**Task item:** Copy out each line containing "roads" from the entries below.

----------

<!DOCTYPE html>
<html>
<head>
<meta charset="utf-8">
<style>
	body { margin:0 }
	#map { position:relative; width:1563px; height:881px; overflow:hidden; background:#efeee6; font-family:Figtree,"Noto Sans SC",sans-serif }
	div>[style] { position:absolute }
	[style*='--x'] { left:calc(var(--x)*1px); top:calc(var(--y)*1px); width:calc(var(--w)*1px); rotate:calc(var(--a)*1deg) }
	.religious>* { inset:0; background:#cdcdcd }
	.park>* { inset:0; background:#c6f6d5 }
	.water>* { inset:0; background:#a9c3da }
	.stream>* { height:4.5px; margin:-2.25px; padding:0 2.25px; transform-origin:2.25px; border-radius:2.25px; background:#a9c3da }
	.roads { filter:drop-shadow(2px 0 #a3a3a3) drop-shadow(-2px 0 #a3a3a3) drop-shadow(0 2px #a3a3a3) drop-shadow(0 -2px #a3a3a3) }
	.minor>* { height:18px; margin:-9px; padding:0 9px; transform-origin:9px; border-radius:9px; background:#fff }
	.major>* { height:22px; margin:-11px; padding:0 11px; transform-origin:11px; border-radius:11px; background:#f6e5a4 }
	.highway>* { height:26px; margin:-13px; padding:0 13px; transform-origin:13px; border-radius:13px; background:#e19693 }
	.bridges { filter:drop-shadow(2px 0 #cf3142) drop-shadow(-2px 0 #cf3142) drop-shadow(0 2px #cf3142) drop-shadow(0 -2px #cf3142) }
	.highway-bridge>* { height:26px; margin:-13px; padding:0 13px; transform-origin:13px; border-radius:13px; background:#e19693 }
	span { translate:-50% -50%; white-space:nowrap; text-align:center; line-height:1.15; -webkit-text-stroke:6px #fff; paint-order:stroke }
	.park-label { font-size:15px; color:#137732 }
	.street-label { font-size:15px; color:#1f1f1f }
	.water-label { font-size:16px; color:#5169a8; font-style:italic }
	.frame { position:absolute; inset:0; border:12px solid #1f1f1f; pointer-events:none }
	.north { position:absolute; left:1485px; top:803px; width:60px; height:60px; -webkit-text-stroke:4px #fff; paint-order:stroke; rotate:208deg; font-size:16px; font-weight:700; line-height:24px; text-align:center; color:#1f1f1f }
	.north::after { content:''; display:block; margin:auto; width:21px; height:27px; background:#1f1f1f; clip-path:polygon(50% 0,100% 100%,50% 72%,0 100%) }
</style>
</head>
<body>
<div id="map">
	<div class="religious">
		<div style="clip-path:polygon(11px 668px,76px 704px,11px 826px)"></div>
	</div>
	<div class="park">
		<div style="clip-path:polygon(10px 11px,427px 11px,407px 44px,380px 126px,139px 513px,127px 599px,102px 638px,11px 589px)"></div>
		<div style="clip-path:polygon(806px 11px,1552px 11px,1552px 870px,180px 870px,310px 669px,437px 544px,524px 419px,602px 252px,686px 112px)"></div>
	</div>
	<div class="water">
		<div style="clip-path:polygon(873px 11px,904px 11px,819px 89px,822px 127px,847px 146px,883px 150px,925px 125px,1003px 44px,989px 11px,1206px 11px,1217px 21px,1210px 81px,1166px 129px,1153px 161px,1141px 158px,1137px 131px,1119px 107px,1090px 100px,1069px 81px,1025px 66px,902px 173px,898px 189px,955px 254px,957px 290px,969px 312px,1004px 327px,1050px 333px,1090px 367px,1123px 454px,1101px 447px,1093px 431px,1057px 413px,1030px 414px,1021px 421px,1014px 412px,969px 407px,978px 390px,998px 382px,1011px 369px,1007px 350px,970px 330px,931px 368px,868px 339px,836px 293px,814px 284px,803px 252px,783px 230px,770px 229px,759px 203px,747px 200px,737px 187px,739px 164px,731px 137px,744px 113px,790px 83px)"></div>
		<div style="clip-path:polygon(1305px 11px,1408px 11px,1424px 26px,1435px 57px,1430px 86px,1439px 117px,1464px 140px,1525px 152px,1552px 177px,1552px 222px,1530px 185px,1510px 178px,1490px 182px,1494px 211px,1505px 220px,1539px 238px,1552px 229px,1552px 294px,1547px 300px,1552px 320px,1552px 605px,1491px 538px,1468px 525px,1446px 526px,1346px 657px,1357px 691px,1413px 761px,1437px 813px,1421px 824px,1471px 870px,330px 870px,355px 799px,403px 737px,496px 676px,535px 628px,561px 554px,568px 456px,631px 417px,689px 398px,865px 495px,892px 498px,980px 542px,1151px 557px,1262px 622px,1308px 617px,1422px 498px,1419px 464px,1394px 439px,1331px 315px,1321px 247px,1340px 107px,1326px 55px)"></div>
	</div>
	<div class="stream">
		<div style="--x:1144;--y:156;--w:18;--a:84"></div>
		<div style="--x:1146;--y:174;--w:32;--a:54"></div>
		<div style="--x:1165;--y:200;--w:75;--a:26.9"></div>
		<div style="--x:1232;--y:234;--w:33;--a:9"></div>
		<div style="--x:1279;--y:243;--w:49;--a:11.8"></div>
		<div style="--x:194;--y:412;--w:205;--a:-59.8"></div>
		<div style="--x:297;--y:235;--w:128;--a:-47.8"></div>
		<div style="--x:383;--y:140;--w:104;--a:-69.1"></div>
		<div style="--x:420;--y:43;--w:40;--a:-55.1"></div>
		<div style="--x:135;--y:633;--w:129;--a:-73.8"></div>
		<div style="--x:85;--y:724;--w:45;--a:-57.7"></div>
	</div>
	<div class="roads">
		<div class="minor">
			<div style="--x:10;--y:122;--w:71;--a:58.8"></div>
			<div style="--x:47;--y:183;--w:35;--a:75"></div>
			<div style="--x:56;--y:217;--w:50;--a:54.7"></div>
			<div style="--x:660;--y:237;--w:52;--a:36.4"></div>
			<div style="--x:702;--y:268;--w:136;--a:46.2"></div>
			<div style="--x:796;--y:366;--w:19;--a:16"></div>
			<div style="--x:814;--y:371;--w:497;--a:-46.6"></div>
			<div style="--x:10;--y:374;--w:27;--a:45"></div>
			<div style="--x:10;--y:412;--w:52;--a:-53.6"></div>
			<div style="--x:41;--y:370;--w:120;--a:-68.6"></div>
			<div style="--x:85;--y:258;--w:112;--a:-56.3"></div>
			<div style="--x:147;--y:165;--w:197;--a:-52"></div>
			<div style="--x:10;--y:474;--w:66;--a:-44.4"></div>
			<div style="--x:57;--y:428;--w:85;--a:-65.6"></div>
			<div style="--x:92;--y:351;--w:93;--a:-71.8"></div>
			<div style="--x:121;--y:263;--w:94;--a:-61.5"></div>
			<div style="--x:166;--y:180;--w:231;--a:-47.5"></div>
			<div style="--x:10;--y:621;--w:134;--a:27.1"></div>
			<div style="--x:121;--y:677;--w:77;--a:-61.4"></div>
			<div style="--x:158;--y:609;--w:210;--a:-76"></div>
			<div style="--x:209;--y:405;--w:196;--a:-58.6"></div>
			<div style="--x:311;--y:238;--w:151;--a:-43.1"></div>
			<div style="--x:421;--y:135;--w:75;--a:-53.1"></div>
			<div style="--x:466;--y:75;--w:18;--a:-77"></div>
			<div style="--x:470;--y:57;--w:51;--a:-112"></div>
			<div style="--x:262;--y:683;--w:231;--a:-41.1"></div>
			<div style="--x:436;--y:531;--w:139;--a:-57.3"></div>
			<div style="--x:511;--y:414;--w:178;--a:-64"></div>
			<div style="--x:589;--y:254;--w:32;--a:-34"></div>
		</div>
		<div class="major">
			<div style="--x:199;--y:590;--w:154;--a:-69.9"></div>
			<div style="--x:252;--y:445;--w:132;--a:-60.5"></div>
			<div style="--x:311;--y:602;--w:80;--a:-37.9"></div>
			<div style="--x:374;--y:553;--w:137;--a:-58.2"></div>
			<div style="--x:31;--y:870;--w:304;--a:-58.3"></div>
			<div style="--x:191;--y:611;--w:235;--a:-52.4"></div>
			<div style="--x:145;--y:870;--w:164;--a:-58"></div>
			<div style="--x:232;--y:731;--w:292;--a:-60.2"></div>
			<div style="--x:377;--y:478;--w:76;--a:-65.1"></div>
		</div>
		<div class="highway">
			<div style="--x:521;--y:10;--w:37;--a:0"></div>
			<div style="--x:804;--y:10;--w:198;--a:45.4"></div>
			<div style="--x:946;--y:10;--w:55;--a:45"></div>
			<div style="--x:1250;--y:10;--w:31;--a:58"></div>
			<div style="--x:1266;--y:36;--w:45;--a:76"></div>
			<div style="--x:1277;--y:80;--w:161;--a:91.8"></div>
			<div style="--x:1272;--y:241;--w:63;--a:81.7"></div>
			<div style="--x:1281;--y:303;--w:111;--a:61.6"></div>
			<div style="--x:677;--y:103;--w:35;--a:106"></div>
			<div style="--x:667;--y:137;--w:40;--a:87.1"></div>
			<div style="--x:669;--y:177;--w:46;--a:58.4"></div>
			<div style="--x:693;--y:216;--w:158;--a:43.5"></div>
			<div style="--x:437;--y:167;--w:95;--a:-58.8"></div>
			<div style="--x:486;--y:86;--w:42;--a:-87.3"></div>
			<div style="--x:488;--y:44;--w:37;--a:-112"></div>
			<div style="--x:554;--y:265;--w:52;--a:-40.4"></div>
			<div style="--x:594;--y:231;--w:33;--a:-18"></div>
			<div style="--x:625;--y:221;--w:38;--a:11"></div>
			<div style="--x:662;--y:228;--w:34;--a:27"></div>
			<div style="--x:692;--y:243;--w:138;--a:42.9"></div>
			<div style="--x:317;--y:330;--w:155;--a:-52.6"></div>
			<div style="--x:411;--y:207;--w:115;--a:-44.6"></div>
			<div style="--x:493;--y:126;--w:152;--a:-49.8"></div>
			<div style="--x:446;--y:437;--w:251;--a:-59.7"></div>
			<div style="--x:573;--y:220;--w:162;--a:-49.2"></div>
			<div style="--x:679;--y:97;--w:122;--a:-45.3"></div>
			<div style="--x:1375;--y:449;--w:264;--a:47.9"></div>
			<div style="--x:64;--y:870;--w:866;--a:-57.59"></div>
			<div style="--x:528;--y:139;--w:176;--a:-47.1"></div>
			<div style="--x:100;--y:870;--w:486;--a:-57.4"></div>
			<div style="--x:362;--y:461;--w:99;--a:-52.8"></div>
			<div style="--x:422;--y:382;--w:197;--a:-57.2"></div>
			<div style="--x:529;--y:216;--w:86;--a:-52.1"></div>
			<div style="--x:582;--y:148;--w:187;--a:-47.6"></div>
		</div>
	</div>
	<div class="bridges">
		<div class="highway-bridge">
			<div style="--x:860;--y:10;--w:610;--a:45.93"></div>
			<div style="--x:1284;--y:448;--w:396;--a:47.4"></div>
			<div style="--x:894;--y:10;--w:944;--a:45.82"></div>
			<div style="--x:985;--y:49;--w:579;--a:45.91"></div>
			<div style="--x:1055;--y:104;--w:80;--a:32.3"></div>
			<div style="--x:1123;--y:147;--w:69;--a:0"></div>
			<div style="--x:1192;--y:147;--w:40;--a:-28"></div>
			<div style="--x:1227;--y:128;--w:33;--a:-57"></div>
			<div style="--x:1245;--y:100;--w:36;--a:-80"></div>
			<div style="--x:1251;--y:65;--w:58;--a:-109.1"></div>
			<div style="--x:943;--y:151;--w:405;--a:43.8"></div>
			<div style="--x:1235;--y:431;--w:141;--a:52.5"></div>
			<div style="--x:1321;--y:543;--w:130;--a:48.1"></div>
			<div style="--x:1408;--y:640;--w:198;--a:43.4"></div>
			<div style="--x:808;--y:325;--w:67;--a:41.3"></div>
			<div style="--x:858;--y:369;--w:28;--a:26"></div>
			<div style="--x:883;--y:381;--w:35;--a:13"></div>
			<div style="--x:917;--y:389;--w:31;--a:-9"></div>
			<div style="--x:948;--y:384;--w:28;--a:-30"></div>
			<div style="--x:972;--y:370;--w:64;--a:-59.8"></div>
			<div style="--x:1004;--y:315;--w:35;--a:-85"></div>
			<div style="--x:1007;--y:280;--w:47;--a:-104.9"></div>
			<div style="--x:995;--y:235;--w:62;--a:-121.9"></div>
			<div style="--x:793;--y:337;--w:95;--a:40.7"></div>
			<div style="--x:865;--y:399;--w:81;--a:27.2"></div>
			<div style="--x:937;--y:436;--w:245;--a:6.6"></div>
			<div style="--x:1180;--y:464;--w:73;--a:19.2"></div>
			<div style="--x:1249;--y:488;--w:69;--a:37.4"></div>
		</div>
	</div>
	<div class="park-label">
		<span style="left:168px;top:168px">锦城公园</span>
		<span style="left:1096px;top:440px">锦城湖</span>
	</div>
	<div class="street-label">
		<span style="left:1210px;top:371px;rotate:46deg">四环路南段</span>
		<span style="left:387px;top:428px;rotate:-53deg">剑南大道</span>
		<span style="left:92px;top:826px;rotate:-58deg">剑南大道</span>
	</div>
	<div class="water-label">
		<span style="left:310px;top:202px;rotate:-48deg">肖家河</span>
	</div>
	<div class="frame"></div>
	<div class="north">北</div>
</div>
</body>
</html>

----------

**Task solution:**
	.roads { filter:drop-shadow(2px 0 #a3a3a3) drop-shadow(-2px 0 #a3a3a3) drop-shadow(0 2px #a3a3a3) drop-shadow(0 -2px #a3a3a3) }
	<div class="roads">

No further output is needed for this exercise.